Dr. B. R. Ambedkar’s photo looks down from the walls of Savita Devi’s mud house in Checharia village in Jharkhand. “Babasaheb has given us [voting rights], that's why we are voting,” says Savita.
Savita owns one bigha (0.75 acres) of land on which she cultivates paddy and maize during the kharif season and wheat, chana and oilseeds during the rabi season. She thought she would work the land in her backyard to grow vegetables. “But for two years, there has been no water.” The consecutive years of drought have pushed her family into debt.
The thirty-two-year-old Savita lives with her four children in this village in Palamu district; her husband, Pramod Ram, 37, works as a migrant labourer, 2,000 kilometres away in Bengaluru. “The government is not giving us jobs,” says the Dalit daily wage labourer. “There is barely enough to feed the children.”
Working on construction sites, Pramod earns around Rs. 10,000-12,000 a month.
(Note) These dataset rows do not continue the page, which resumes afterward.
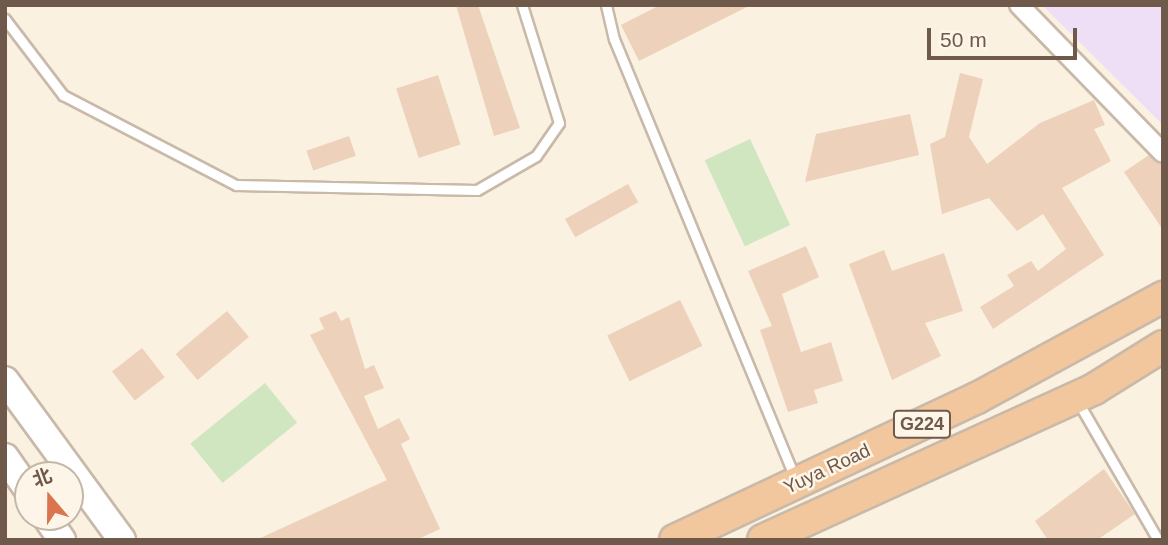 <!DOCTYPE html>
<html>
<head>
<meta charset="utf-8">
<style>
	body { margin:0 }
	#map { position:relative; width:1168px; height:545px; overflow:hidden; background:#faf1e1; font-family:Arial,"Noto Sans SC",sans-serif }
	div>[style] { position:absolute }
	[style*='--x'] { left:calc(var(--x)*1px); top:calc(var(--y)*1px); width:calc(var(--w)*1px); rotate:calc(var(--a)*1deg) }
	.education>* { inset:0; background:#eedef6 }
	.green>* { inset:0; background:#cfe6c1; transform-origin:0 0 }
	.building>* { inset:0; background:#edd1bb; transform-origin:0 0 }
	.roads { filter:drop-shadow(2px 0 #c9b9a9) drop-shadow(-2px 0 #c9b9a9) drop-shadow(0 2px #c9b9a9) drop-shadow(0 -2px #c9b9a9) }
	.service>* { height:9px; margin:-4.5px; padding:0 4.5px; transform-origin:4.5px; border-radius:4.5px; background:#fff }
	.minor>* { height:18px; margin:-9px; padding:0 9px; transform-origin:9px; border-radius:9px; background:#fff }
	.secondary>* { height:26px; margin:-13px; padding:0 13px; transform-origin:13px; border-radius:13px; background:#fff }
	.trunk>* { height:30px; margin:-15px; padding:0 15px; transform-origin:15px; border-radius:15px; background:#f2c79e }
	span { translate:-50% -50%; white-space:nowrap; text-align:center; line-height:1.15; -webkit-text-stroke:5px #fdf5e7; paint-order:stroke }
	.shield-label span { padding:2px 5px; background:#fdf5e7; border:2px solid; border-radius:5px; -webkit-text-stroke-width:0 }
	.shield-label { font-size:18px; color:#6f594a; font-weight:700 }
	.street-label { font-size:19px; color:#6f594a }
	.frame { position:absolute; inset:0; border:7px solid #6f594a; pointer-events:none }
	.north { position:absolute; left:14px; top:461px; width:70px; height:70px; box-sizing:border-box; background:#fdf5e7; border:2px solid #c4b7a8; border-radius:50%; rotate:340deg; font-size:19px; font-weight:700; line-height:28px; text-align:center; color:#6f594a }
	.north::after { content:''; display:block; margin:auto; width:24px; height:32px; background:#db7550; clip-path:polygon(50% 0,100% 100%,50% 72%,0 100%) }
	.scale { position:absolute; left:927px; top:28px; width:150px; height:32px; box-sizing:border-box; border:4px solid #6f594a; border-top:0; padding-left:9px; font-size:21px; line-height:24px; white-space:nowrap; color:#6f594a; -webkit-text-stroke:5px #fdf5e7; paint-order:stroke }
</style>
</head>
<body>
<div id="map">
	<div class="education">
		<div style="clip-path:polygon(1042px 5px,1163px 5px,1163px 125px,1135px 97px)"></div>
	</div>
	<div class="green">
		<div style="left:750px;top:139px;width:95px;height:50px;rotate:65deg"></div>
		<div style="left:265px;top:383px;width:51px;height:96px;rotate:51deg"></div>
	</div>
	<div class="building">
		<div style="clip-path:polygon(456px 5px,478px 5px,520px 128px,494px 136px)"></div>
		<div style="clip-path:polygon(660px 5px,751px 5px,639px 61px,621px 25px)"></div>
		<div style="clip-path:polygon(960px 73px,983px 79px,969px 137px,987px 164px,1040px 123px,1094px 100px,1105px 125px,1094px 129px,1111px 161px,1062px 188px,1104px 255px,993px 329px,980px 307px,1014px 286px,1007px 275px,1031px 261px,1038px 271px,1066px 249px,1043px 214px,1017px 231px,989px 198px,942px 214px,930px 144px,945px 137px)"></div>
		<div style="left:438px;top:75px;width:73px;height:44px;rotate:72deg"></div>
		<div style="clip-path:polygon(910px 114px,919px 155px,805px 182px,816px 134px)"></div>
		<div style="left:349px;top:136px;width:21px;height:45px;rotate:71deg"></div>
		<div style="clip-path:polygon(1149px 155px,1163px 165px,1163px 230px,1124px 172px)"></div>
		<div style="left:628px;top:184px;width:21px;height:72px;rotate:61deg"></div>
		<div style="clip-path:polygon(806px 246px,819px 277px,782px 294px,801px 352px,831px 342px,843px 381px,814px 390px,818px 403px,788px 412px,760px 330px,772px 326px,748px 271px)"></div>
		<div style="clip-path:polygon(884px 250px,892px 271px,944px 253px,963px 311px,925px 323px,941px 356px,892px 380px,849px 264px)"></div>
		<div style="left:680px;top:300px;width:51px;height:81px;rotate:64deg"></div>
		<div style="left:227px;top:311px;width:34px;height:67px;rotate:50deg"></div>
		<div style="clip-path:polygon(336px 311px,341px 321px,349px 317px,365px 369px,374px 365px,384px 388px,364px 396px,378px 429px,399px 418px,410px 439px,401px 444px,440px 529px,416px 540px,256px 540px,387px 480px,310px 335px,324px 329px,319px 318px)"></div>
		<div style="left:142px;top:348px;width:37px;height:38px;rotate:52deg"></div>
		<div style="clip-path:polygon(1104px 469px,1135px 514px,1097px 540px,1048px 540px,1035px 521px)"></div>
	</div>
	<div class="roads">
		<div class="service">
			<div style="--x:606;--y:5;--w:35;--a:77"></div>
			<div style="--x:614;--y:39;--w:475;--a:67.6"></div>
			<div style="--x:5;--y:19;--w:96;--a:52.7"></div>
			<div style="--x:63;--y:95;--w:195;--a:27.5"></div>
			<div style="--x:236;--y:185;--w:241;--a:1.2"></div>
			<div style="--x:477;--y:190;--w:68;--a:-30"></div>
			<div style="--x:536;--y:156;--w:40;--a:-55.1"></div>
			<div style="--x:559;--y:123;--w:124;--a:-107.4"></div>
			<div style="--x:1078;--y:402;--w:160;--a:59.9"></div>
		</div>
		<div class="minor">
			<div style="--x:1019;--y:5;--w:206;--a:45.8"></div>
		</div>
		<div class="secondary">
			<div style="--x:5;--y:380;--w:198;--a:53.8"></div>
			<div style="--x:5;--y:457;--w:40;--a:55.1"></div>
			<div style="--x:46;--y:517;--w:28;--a:55"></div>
		</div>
		<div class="trunk">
			<div style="--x:675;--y:540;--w:334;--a:-25.2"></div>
			<div style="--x:977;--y:398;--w:212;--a:-28.5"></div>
			<div style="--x:763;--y:540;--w:364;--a:-24.5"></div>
			<div style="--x:1094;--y:389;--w:81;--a:-31.9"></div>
		</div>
	</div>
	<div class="shield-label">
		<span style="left:922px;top:424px">G224</span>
	</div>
	<div class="street-label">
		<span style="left:827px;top:469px;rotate:-25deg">Yuya Road</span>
	</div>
	<div class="frame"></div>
	<div class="north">北</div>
	<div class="scale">50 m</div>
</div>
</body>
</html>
Sometimes he works as a truck driver, but that option is not available through the year. “If the men sit at home for four months, we have to start begging. What can we do [but migrate]?” asks Savita.
Most men in Checharia, a village of 960 residents (Census 2011), leave in search of work as “there are no job opportunities here. If there were jobs, why would people go outside?” points out Surpati Devi, Savita’s 60-year-old mother-in-law.